Räje
Kumm s’esch kümm
ninne
Blii noch e
bessel (ja saads)
Dräj di. Wi rund
senn dinni ärm un aue
wie glaan und rund dinni… heersch
de wend em gässel hille?
Heersch de hund drüsse em nasse
joole? S’räjt allewäj
Wedd doobliwe?
Wurum ich nix meh schriib
odder lääs? (ja? saads)
Fröj ned, luej ned uff d’
ühr, s’esch aans
Morje freej
esch fiirda (es wodd fröje)
Wänn ich der saa — (drüsse
hillt de wend nimmi)
***
La pluie
Viens il n’est que
neuf heures
Reste encore un
peu (oui elle dit)
Tourne-toi. Oh ! la rondeur
de tes bras et de tes yeux
et si petits et si ronds tes… tu entends
le vent qui pleure dans la ruelle ?
Tu entends le chien qui dehors dans l’air humide
gémit ? A coup sûr il va pleuvoir
Tu veux rester ici ?
Pourquoi je n’écris plus rien ?
ni ne lis ? (oui ? elle dit)
Ne te pose pas de questions, ne regarde pas l’
heure, il est une heure
Demain matin
c’est férié (elle voudrait la permission)

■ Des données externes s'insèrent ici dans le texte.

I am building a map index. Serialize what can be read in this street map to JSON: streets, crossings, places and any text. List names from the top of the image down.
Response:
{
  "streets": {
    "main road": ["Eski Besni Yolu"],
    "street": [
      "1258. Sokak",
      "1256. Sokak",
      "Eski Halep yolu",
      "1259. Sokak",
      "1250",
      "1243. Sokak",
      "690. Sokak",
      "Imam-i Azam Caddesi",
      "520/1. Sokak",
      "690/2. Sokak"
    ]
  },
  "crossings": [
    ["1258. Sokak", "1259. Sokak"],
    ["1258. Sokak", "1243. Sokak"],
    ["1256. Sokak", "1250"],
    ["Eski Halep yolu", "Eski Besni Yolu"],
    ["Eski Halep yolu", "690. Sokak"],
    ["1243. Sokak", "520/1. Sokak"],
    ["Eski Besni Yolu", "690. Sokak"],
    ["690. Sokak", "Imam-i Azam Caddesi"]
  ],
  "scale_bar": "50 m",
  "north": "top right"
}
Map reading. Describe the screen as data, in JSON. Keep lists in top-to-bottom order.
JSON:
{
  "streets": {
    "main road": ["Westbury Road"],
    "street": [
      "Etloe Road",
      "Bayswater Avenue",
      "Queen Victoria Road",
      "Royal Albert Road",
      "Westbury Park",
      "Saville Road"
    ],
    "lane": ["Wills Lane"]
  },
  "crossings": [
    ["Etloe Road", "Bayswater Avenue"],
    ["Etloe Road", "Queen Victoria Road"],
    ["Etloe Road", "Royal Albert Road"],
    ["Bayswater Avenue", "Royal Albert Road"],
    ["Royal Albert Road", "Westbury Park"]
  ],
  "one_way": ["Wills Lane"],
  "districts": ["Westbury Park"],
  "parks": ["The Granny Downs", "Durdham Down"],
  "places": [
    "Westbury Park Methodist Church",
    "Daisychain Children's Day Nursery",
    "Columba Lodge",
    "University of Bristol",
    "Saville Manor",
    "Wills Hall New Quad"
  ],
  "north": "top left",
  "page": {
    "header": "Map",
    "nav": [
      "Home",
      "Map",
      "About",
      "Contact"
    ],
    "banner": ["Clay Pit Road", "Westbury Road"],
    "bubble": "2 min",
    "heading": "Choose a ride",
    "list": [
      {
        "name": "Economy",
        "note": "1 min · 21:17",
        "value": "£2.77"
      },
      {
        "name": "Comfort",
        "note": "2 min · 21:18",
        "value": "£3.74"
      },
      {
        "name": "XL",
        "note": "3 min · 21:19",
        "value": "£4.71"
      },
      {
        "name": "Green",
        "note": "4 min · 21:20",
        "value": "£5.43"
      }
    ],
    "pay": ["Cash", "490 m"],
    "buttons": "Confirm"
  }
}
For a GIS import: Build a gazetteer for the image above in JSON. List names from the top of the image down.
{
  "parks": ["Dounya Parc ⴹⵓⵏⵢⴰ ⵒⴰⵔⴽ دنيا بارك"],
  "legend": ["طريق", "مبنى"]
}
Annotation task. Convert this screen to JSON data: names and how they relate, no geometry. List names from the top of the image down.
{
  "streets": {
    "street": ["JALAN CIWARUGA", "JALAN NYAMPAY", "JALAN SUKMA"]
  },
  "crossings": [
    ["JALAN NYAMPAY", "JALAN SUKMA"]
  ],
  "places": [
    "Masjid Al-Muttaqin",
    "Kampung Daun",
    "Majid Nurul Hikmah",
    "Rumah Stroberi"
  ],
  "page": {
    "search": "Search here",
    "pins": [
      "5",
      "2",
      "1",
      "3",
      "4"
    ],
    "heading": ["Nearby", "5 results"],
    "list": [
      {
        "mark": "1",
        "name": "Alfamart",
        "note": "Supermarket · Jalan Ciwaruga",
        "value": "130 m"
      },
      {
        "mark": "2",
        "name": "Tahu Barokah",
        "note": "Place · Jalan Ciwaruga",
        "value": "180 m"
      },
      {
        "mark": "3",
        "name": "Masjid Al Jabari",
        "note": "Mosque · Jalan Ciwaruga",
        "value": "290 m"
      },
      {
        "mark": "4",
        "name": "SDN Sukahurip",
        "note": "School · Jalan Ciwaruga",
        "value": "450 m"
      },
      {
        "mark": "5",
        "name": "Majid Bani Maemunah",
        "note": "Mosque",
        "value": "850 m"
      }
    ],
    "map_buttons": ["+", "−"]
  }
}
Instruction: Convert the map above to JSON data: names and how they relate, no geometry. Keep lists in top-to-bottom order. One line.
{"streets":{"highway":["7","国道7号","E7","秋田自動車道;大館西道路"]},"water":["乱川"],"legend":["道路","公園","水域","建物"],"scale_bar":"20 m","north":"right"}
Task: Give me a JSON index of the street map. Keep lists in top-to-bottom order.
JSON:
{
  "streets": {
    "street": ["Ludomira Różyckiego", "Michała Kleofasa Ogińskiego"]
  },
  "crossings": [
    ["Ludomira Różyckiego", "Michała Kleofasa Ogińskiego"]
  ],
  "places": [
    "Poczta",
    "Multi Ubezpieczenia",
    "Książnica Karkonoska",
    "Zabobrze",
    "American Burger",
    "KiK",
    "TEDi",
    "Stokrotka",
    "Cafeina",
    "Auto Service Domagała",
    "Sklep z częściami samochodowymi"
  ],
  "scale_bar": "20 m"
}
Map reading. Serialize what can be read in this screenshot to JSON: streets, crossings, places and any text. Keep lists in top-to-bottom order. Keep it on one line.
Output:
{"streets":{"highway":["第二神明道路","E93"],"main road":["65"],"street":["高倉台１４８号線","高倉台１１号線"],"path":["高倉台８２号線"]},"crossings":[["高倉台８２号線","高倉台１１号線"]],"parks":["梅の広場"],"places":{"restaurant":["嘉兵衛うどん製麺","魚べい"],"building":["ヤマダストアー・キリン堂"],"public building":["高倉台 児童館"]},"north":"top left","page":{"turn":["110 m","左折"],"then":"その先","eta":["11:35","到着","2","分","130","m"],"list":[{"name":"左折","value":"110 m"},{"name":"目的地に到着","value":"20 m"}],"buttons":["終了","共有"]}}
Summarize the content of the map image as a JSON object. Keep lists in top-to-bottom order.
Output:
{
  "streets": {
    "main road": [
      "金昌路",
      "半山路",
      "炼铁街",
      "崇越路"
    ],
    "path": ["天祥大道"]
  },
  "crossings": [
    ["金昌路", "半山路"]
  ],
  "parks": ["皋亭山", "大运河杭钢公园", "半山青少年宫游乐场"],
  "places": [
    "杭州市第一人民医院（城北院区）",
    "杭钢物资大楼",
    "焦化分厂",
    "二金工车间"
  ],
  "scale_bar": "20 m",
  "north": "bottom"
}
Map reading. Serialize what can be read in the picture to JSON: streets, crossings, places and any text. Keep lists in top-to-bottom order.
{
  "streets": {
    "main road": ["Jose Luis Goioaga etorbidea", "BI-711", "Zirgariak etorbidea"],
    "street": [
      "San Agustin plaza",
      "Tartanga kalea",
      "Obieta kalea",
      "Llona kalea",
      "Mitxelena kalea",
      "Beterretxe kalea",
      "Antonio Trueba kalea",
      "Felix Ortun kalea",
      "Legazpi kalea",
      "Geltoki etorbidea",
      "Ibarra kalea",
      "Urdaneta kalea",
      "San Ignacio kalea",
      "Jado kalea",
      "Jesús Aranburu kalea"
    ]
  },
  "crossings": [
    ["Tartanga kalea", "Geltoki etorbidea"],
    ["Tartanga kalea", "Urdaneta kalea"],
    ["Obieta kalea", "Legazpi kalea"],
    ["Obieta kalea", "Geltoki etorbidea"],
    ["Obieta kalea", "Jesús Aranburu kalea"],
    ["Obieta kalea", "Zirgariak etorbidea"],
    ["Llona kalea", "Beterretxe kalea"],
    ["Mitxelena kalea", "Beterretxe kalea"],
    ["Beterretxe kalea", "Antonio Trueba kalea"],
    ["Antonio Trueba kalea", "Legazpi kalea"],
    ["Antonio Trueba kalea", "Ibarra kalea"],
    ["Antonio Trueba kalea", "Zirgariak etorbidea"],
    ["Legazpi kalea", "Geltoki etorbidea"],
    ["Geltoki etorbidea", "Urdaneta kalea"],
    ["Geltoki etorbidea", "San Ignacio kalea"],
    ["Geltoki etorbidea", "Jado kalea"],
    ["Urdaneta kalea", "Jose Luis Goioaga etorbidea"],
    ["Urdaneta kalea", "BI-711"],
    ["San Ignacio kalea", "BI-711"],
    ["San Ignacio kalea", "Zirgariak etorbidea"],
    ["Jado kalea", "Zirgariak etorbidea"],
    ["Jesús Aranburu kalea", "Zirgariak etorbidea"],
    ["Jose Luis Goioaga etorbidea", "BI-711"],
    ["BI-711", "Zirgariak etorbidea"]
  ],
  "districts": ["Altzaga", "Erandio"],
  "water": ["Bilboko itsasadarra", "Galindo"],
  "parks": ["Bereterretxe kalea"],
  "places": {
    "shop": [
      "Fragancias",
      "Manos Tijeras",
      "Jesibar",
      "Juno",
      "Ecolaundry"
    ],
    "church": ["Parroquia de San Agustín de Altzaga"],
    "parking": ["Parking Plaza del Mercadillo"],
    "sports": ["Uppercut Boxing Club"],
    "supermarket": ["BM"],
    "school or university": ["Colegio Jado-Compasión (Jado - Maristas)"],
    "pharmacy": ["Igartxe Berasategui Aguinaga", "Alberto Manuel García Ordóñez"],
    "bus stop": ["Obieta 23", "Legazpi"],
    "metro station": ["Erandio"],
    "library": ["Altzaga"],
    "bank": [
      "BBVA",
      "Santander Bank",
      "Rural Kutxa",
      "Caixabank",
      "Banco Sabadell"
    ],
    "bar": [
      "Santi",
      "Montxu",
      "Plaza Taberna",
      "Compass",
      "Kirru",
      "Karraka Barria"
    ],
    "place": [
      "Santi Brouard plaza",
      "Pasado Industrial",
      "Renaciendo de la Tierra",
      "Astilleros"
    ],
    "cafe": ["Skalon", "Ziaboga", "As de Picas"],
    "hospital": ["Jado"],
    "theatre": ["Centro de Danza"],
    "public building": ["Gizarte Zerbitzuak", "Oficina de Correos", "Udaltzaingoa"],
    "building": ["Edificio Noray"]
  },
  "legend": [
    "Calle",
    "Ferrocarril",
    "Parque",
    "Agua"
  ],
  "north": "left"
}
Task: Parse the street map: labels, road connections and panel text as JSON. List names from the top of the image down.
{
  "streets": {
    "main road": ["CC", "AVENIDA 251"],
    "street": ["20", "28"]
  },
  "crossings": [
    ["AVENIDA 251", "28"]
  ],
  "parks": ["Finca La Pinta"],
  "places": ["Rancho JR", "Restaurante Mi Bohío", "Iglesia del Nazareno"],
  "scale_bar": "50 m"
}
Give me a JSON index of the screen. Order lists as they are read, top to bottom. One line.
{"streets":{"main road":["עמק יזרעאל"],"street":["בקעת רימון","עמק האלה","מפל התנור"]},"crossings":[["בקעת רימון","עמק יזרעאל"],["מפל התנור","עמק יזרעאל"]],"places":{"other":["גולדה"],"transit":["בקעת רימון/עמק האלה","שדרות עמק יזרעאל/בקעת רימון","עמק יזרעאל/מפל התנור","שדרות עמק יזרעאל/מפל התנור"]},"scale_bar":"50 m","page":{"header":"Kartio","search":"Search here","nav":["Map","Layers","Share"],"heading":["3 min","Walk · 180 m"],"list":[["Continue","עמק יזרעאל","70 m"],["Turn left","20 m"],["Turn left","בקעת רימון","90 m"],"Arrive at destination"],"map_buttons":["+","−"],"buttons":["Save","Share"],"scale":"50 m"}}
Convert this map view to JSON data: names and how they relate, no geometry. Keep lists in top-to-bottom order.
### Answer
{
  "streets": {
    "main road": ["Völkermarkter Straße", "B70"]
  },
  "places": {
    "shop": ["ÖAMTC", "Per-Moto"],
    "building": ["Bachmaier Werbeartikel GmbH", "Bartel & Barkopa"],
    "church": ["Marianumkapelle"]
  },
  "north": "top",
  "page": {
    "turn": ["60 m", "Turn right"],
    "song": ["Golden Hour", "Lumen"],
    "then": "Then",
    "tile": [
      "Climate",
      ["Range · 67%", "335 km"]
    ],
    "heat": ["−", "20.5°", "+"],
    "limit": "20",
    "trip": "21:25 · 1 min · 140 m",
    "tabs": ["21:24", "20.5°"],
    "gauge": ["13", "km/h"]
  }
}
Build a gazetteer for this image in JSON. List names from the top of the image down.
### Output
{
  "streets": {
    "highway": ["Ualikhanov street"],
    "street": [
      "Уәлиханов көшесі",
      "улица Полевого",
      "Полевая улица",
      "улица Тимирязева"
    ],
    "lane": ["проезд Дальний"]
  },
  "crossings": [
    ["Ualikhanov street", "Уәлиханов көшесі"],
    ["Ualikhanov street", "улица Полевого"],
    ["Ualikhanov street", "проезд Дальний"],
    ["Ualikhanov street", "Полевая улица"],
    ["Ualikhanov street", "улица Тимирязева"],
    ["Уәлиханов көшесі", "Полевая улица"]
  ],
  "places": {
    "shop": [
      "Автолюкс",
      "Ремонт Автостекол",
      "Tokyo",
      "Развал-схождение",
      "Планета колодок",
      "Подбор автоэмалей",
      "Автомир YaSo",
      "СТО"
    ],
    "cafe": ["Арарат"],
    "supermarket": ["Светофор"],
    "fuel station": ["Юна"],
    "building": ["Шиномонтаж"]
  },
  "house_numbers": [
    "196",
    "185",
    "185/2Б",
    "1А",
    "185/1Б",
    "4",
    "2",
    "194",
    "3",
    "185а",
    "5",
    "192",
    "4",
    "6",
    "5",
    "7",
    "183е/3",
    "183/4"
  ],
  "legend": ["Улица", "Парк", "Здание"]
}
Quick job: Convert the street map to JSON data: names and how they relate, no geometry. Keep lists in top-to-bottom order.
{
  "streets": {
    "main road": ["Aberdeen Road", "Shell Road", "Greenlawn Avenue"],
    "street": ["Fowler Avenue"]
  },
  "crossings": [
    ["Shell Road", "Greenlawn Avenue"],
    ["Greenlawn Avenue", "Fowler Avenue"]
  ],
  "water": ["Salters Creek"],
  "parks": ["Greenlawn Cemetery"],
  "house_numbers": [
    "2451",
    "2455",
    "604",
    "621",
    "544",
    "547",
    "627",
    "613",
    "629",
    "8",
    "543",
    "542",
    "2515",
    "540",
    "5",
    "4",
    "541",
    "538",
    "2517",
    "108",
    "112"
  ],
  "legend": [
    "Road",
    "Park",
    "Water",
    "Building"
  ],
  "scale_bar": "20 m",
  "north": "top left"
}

Puisque je te le dis — (dehors
le vent ne pleure plus)
Ce petit poème pris dans le recueil Aanfiirholz (1992) ne présente pas de difficulté a priori, encore que je ne sois pas sûr d’avoir rendu la volupté, si proche de la tendresse, qui lui est propre. J’aurais pu, peut-être, davantage appuyer sur la sensualité, au risque de perdre la douceur nichée dans les voyelles. Cette dernière m’a semblé primer dans l’original.
Traduire, c’est rêver, et lorsque Gaston Jung traduit les frères Matthis (important volume paru chez Arfuyen), il dit « rêver les yeux ouverts ». Je trouve cela très juste et très beau. Peut-être que lire et écrire sont alors deux manières de rêver, mais les yeux fermés.
Un grand merci à Charles Fichter, qui a saisi une modalité du texte qui m’avait initialement échappée.